Show every line of the data where the word "direction" can be found.

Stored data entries
.....

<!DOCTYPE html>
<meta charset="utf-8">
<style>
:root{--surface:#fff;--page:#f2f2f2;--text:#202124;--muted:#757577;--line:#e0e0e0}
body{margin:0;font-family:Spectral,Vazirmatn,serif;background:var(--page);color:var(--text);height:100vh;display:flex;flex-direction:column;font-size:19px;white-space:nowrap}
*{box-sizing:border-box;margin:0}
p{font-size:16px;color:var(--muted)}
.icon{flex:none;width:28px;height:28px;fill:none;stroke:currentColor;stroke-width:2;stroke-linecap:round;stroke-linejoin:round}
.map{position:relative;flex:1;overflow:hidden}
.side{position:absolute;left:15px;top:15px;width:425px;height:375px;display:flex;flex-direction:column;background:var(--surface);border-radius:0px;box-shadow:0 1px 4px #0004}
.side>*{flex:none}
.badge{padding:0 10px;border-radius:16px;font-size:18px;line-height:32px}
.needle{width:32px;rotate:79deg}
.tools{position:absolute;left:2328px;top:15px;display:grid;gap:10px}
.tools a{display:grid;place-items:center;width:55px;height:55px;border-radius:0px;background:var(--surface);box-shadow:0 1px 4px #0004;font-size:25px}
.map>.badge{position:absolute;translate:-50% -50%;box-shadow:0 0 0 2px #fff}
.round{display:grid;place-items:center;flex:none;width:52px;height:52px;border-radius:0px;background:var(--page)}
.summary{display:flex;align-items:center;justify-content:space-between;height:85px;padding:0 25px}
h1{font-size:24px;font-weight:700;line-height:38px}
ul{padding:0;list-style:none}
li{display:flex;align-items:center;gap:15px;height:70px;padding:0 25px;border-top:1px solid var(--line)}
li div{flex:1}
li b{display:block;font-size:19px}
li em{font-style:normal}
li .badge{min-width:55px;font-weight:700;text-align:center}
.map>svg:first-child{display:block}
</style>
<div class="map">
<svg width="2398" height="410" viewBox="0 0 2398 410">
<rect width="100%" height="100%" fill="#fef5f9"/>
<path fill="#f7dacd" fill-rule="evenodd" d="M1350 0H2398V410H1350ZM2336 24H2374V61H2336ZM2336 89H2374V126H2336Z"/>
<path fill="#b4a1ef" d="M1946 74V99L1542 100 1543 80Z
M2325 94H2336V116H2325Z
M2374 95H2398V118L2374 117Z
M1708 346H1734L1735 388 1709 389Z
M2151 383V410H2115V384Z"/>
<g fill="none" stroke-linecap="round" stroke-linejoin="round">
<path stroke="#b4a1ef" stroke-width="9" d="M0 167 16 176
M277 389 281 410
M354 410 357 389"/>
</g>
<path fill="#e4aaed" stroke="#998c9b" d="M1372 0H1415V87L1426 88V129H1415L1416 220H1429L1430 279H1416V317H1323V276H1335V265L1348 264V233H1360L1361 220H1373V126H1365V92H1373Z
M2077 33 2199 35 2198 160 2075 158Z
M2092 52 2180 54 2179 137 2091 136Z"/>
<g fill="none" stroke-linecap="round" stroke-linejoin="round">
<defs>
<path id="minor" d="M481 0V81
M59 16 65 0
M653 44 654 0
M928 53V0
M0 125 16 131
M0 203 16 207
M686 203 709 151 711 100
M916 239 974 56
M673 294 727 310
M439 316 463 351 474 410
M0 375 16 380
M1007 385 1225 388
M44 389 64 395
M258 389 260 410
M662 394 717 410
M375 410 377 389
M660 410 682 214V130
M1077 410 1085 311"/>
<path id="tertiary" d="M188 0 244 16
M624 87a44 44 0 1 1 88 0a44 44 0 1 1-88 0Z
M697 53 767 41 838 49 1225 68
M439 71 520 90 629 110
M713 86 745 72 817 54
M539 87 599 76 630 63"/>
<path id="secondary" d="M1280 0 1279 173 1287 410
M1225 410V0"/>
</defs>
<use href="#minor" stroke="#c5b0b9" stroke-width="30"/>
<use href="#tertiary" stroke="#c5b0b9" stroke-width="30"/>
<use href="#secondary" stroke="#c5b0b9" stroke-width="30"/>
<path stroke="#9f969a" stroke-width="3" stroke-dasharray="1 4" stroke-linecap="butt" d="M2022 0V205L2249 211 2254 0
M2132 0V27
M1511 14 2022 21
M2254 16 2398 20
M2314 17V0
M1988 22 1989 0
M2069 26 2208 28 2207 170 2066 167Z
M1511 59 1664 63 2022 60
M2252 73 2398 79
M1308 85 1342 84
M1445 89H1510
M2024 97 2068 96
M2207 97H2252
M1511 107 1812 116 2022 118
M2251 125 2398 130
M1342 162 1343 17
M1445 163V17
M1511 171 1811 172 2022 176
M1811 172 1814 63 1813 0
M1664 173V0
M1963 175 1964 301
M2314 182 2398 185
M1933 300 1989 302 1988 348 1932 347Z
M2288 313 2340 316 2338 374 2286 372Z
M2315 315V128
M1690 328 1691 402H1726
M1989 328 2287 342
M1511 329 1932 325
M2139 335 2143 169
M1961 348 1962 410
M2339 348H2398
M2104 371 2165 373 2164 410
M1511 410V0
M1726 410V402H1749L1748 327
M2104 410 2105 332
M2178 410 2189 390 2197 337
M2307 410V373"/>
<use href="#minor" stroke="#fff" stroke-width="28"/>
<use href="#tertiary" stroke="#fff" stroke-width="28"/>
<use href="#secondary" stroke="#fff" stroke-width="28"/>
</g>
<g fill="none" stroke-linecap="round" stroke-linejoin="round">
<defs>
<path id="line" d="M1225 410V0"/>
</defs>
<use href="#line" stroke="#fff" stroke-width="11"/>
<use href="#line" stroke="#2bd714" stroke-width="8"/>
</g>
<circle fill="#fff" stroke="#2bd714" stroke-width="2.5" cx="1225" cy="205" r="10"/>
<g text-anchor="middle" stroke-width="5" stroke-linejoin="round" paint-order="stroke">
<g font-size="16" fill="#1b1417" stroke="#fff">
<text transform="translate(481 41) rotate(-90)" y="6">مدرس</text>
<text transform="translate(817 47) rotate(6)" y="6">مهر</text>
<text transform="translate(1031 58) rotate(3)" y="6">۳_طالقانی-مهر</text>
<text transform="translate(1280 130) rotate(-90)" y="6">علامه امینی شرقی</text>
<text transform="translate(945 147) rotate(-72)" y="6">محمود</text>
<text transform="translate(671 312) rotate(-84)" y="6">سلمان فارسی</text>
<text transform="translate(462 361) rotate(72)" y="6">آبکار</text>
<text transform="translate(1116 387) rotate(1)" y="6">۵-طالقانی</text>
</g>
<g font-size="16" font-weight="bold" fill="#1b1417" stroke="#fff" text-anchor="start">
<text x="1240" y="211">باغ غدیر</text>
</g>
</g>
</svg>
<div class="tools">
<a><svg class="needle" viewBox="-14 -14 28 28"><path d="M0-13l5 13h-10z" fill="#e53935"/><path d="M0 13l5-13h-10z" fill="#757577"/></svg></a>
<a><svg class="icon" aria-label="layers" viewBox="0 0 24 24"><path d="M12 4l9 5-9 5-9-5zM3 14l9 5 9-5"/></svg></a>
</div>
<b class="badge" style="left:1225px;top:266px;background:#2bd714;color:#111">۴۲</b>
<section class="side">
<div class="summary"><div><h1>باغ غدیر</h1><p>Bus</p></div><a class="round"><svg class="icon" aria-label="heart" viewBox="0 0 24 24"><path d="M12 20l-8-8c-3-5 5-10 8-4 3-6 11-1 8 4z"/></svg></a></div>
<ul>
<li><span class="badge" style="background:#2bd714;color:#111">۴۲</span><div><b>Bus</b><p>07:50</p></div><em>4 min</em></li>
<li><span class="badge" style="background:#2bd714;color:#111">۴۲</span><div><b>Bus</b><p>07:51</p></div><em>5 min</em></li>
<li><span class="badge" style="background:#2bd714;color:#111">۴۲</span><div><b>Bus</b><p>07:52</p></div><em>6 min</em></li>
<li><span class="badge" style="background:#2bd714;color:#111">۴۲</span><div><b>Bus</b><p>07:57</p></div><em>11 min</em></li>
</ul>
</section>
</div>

.....

**Exercise solution:**
body{margin:0;font-family:Spectral,Vazirmatn,serif;background:var(--page);color:var(--text);height:100vh;display:flex;flex-direction:column;font-size:19px;white-space:nowrap}
.side{position:absolute;left:15px;top:15px;width:425px;height:375px;display:flex;flex-direction:column;background:var(--surface);border-radius:0px;box-shadow:0 1px 4px #0004}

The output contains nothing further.